Les militants politiques, les syndicalistes, les activistes qui s’opposent frontalement à ses réformes économiques et sociales, à sa politique écologique sont désignés comme une « classe dangereuses » délinquante ou terroriste. Les députés « Renaissance » et le gouvernement font des procès d’intention en « anti républicanisme » à l'ensemble de la gauche.

Le gouvernement n'hésite plus à réprimer et à dissoudre les collectifs (à l'exemple des soulèvements de la terre) qui font usage de la désobéissance civile pour contrecarrer les plans de sa politique libérale.

La réalité des violences est déniée, minimisée. Lorsqu’elle finit par être reconnue, elle est justifiée scandaleusement par le concept de violence d’État, oblitérant ainsi toute humanité à ceux qui en sont les victimes. Le ministre de l’intérieur traite, parmi les manifestants, les victimes de « fichés S ». Il les apparente abusivement à de dangereux terroristes islamistes pour justifier la gravité des blessures que la police leurs a infligés. Lorsque la violence concerne des victimes au sein des forces de l'ordre, elle est par contre dénoncée avec force et théâtralité.

Ainsi les stratégies politiciennes, les méthodes et les actes politiques d’E. Macron, de son gouvernement et ses députés « Renaissance » font écho à celles empruntées par l'extrême droite. M. Le Pen ne s’y trompe pas. Le groupe de députés RN prend bien soin de montrer sa discipline et sa conception d’un « ordre nouveau » qui contrastent avec le désordre démocratique de l'assemblée nationale et les chaos de la rue. Ses élus sont fiers d’ovationner les forces de l’ordre, sous les envolées lyriques et surjouées du ministre de l’intérieur qui appelle à sauver l’ordre Républicain.
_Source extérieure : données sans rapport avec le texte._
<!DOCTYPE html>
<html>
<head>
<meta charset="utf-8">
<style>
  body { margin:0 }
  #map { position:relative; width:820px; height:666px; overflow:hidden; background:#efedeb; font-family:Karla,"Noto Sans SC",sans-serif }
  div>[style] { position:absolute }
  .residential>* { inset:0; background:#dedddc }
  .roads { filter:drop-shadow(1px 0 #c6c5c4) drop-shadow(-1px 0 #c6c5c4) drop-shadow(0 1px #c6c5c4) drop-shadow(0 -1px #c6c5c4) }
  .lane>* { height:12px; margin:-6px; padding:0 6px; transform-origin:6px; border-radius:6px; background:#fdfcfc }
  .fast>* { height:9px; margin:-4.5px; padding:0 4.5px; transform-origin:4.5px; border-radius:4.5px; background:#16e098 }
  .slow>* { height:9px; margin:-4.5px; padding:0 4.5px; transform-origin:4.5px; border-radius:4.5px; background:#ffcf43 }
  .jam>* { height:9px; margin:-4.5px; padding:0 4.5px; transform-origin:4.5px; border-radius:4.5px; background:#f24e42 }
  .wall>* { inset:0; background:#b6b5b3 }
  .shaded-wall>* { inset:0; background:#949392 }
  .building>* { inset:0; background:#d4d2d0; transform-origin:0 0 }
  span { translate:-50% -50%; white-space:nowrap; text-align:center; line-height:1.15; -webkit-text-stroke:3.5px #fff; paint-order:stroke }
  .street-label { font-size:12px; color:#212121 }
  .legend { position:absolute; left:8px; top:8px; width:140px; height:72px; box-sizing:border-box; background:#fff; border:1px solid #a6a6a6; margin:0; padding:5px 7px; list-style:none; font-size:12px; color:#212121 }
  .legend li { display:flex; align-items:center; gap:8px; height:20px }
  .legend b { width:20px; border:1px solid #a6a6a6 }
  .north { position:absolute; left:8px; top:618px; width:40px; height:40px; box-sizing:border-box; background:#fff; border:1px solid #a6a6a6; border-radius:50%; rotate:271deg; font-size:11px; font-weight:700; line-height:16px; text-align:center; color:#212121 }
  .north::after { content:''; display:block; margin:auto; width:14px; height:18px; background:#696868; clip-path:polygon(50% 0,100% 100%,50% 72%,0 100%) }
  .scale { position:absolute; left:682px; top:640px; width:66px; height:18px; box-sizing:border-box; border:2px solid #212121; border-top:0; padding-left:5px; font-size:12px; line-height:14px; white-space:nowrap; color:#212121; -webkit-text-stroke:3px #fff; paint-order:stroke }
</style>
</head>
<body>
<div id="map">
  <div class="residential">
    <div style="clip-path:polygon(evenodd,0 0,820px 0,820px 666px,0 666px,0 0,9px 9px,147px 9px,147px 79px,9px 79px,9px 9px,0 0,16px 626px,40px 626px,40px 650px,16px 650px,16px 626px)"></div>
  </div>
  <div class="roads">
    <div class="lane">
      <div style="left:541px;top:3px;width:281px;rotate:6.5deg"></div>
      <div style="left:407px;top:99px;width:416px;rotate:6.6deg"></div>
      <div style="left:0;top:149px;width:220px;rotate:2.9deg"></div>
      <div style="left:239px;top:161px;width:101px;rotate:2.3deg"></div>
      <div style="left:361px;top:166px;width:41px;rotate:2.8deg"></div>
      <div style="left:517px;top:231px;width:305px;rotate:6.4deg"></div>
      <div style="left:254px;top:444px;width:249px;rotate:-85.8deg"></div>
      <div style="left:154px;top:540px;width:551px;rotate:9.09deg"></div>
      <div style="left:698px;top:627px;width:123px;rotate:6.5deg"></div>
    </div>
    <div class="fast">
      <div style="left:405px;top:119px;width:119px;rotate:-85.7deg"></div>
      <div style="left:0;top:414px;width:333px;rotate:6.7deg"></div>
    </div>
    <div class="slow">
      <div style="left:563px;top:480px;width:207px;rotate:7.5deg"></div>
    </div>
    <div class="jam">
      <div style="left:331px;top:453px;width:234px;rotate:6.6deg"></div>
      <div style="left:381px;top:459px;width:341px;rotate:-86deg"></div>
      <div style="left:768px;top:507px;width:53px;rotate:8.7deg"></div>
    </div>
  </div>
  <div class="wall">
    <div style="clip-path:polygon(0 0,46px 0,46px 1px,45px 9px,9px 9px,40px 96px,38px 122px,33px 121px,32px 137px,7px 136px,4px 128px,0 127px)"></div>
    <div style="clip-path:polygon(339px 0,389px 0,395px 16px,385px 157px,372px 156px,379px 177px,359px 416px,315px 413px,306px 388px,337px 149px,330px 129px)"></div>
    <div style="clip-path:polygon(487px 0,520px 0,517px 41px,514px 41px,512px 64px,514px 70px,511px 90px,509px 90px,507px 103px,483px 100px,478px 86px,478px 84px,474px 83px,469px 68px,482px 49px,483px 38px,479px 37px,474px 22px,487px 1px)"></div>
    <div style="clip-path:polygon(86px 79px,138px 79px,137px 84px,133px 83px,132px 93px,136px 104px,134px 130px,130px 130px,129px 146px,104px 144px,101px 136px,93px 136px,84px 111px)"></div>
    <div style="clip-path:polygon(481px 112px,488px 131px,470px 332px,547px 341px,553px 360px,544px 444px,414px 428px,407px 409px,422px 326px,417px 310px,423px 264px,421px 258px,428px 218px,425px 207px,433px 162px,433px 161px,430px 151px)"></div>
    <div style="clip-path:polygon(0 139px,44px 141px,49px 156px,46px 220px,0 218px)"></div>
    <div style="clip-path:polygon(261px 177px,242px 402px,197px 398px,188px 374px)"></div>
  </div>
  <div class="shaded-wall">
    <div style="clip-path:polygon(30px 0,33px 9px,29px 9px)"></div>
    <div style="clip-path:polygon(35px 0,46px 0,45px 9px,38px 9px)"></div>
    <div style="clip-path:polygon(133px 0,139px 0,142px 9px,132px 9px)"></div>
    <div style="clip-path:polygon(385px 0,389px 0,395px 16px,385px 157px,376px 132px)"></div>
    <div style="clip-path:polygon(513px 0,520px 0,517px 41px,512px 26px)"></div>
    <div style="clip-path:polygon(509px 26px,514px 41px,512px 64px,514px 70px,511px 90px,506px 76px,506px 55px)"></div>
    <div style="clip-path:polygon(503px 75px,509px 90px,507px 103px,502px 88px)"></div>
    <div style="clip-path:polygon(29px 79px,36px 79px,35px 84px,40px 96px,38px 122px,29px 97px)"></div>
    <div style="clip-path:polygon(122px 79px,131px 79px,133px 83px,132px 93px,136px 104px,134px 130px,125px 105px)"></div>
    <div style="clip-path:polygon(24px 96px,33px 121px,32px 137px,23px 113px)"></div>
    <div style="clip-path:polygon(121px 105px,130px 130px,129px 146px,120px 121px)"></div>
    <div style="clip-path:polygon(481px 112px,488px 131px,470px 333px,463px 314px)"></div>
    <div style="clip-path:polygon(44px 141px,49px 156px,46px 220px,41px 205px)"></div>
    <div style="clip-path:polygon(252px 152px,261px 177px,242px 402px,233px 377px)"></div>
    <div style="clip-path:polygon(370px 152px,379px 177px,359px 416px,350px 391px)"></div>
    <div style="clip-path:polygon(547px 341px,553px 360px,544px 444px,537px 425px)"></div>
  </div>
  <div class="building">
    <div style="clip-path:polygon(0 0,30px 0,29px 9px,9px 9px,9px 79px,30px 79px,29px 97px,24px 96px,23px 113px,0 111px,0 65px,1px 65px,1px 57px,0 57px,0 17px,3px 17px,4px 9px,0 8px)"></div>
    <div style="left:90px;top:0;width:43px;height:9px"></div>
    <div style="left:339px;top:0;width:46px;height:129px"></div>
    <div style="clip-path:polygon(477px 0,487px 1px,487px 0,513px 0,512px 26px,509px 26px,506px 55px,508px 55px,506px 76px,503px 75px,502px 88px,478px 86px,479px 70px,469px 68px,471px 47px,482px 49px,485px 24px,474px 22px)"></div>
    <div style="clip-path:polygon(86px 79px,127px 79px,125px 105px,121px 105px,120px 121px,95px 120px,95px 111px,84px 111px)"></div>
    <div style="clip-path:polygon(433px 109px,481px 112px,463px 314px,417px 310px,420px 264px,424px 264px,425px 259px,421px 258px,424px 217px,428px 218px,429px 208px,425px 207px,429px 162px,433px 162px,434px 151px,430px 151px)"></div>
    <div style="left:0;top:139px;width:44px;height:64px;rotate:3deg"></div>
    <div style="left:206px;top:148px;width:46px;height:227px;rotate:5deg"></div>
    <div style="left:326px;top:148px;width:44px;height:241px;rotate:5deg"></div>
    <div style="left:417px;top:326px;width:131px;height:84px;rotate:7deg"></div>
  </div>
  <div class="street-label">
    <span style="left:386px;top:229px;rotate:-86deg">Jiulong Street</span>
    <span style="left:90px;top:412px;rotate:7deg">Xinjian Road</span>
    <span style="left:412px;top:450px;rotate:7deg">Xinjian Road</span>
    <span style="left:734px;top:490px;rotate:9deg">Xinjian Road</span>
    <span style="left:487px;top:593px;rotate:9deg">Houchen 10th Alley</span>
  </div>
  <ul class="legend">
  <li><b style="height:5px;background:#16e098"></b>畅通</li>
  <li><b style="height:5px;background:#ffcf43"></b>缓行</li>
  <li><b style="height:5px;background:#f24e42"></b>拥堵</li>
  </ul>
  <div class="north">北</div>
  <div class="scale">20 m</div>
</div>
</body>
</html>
Ce n’est pas très étonnant, lorsque l’on sait la police très imprégnée des thèses de l'extrême droite. Aujourd’hui alors que la police est devenue garante de la survie du pouvoir Macroniste, un certain nombre de policiers n'hésitent pas à accentuer cette fracture opérée par l’accentuation de la violence d'État. Leurs réponses sur le terrain ne respectent pas les règles du maintien de l'ordre (à l’exemple de la Brav-M ou des tirs de LBD effectués parfois à bout portant, des grenades de désencerclement jetées en l’air). Ils accumulent dans leurs missions de maintient de l’ordre, des comportements et des propos parfois ouvertement humiliants ou racistes à l’égard des manifestants.

Les députés « Renaissance », le gouvernement Macroniste, les ministres n'hésitent pas en retour de ce soutien discret à encourager une normalisation du Rassemblement National, en lui prêtant volontiers des habits républicains. A l’assemblée, des sièges et des responsabilités leurs sont confiés, alors que par ailleurs la gauche est affublée d'une radicalité « extrême ou ultra » qui ne correspond pas à sa réalité politique. Il est donc possible de parler de connivence.

Dans ce contexte délétère, il est à craindre que dans le futur, un pas supplémentaire soit franchi vers un rapprochement possible et qu'une alliance de circonstance avec le RN soit rechercher par Macron.Le RN, à l'instar de la police, pourrait devenir le nouveau garant d'E. Macron. Il pourrait ainsi maintenir une politique libérale toujours plus en faveur d’un capitalisme prédateur et continuer à affaiblir les droits sociaux et la démocratie pour le malheur du plus grand nombre.